The storm/fruit cellar fifty feet behind the main house held food; distilled and bottled water; assorted rifles and small arms; drums of gasoline; and boxes of 5.56 mm, 7.62mm, 9mm and .45 ammunition; and anything else a private army might need to wage World War III. Hanse kept the extra provisions on hand in case he and his delivery crew ever had to lay low, teach a client some manners, or repel a land invasion. Prepared for anything is prepared for everything.
Inside the house, he kept at least three weapons in every room. His computers and cell phones still had a good charge, and the hot water still flowed thanks to the generators and solar panels. A solar powered pump pulled water from a technically-illegal private well that tapped into a clean aquifer. “Technically illegal” were two words that Hanse flirted with often in his business dealings and home preparations; of course, as far as he was concerned, “legal” only came into the question if the wrong sort started asking questions, and right now there weren’t too many of them around.
Hanse, Or, and three other drivers from Moto-man Transport lived in the spacious five-bedroom, three-bathroom house. Each day the five men patrolled the perimeter and repaired any damage from wind and animals. Almost two weeks after the Zom-pocalypse began, they had encountered and killed just two zombies on Hanse’s Devil’s Resort.
Despite being armed to the gills more than a hundred miles from a significant population center, and therefore zombies, Hanse wore unease like a T-shirt. He hadn’t heard from Mike since the day after Or had taken him out of Dallas. Mike had said he’d be late to rendezvous, but more than a week late meant things really went
to shit.
Hanse stood on his second story roof with a pair of binoculars, which gave him a commanding view for miles in any direction. He didn’t know what he was looking for. Certainly he wasn’t looking for Mike’s Blazer to come in to view.
“Damnit, Mike. Where the fuck are you?”
He pulled out his cell phone and punched the speed dial for the phone he’d supplied Mike. It rang one. Twice. Three times. Four times and clicked over to voice mail, again.
Fuming, Hanse snapped the phone closed and briefly considered throwing it to the ground and grinding it to dust under foot. He turned and paced along the roof and back again.

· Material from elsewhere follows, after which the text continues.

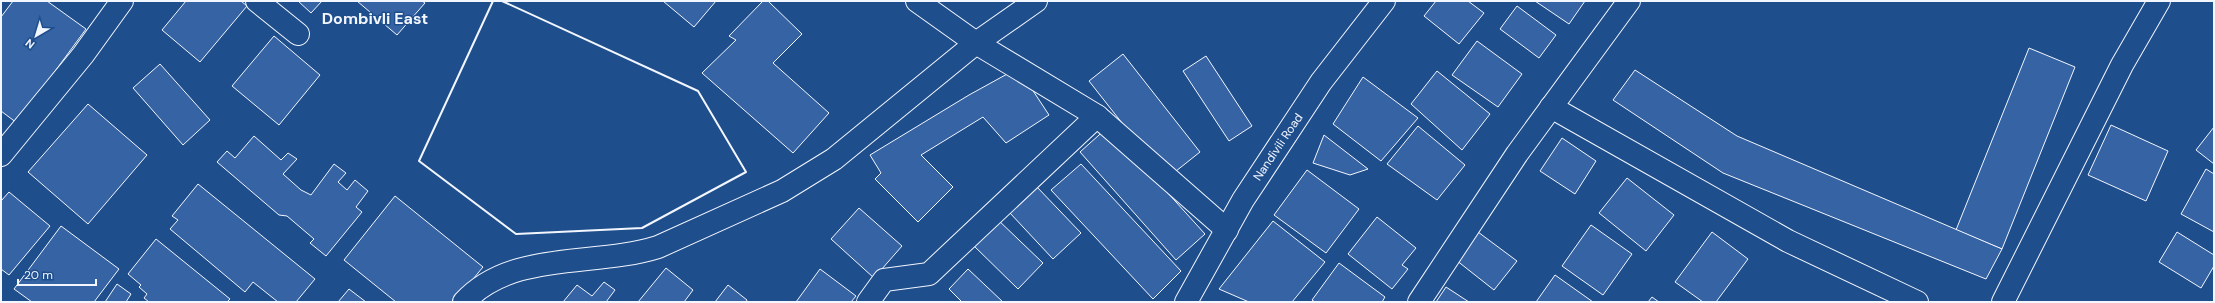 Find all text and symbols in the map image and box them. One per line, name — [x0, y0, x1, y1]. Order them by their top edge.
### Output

Bad things happen to good people all over. You did what you could to keep him breathing. Really would’ve been nice to keep him breathing through this …
The phone in his hand rang a second time. Hanse stared at it for a moment as if someone had spoken to him and he was deaf. The phone rang a third time before his brain processed the fact. He popped the phone open to answer the call.

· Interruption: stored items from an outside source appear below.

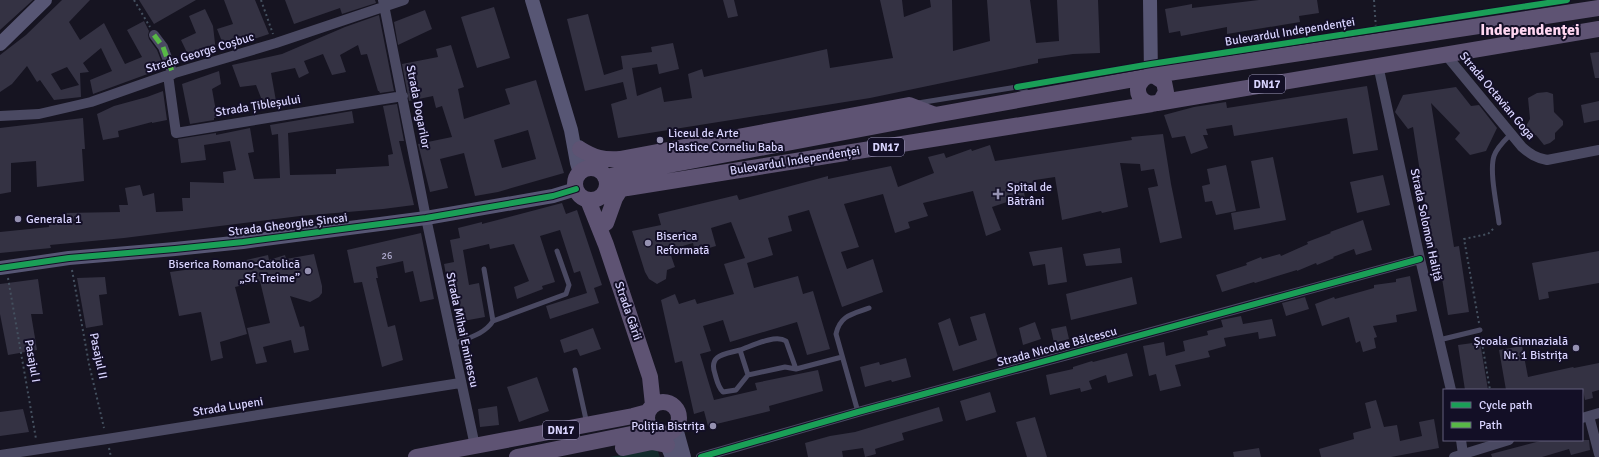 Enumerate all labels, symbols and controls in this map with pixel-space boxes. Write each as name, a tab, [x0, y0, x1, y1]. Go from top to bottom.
street label: Bulevardul Independenței	[1224, 14, 1356, 50]
district label: Independenței	[1480, 20, 1580, 40]
street label: Strada George Coșbuc	[144, 29, 256, 77]
street label: Strada Octavian Goga	[1456, 49, 1538, 143]
street label: Strada Dogarilor	[403, 64, 434, 151]
road number: DN17	[1249, 75, 1285, 93]
street label: Strada Țibleșului	[214, 92, 302, 120]
place label: Liceul de Arte Plastice Corneliu Baba	[668, 126, 784, 155]
marker: Liceul de Arte Plastice Corneliu Baba	[655, 135, 665, 145]
road number: DN17	[868, 138, 904, 156]
street label: Bulevardul Independenței	[729, 143, 861, 179]
street label: Strada Solomon Haliță	[1407, 167, 1445, 283]
place label: Spital de Bătrâni	[1007, 180, 1052, 209]
marker: Spital de Bătrâni	[992, 188, 1004, 200]
street label: Strada Gheorghe Șincai	[227, 210, 349, 240]
place label: Generala 1	[26, 212, 81, 227]
marker: Generala 1	[13, 214, 23, 224]
place label: Biserica Reformată	[656, 229, 709, 258]
marker: Biserica Reformată	[643, 238, 653, 248]
house number: 26	[382, 250, 392, 262]
place label: Biserica Romano-Catolică „Sf. Treime”	[168, 257, 300, 286]
marker: Biserica Romano-Catolică „Sf. Treime”	[303, 266, 313, 276]
street label: Strada Mihai Eminescu	[442, 271, 482, 389]
street label: Strada Gării	[611, 280, 645, 342]
street label: Strada Nicolae Bălcescu	[995, 324, 1119, 370]
street label: Pasajul II	[86, 331, 110, 381]
place label: Școala Gimnazială Nr. 1 Bistrița	[1474, 334, 1568, 363]
street label: Pasajul I	[21, 338, 43, 384]
marker: Școala Gimnazială Nr. 1 Bistrița	[1571, 343, 1581, 353]
legend	[1443, 389, 1583, 441]
street label: Strada Lupeni	[192, 394, 264, 420]
text: Cycle path	[1479, 398, 1532, 413]
text: Path	[1479, 418, 1502, 433]
place label: Poliția Bistrița	[631, 419, 705, 434]
road number: DN17	[543, 421, 579, 439]
marker: Poliția Bistrița	[708, 421, 718, 431]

“Hanse, you never did have a good sense of timing,” a familiar voice said somewhere between serious and playful mocking. “I mean it’s almost like you wanted that zombie to try for me.”
“Christ Mike. What the fuck is up with leaving me thinking you’d bit it during, during, during fucking rapture!” Hanse’s yelled, his breathing speeding up.
“Bit it, now that’s a Hanse line,” Mike chuckled. “More like a friggin miracle rapture ain’t bit me.”
Hanse sat down on the roof, one leg on each side of the ridge.
“Listen, I’m sorry I haven’t called,” Mike said, “Things got interesting last week and even more interesting yesterday.” He told Hanse about the incident with the NNMI cadets at the military surplus store, being laid out for three days, and four days of raiding Roswell for anything that wasn’t bolted down.
“So wait,” Hanse interrupted, “Why are you picking all this shit up, and how the fuck is the Blazer going to cart all of it plus the four of you, if I understood that part correctly?”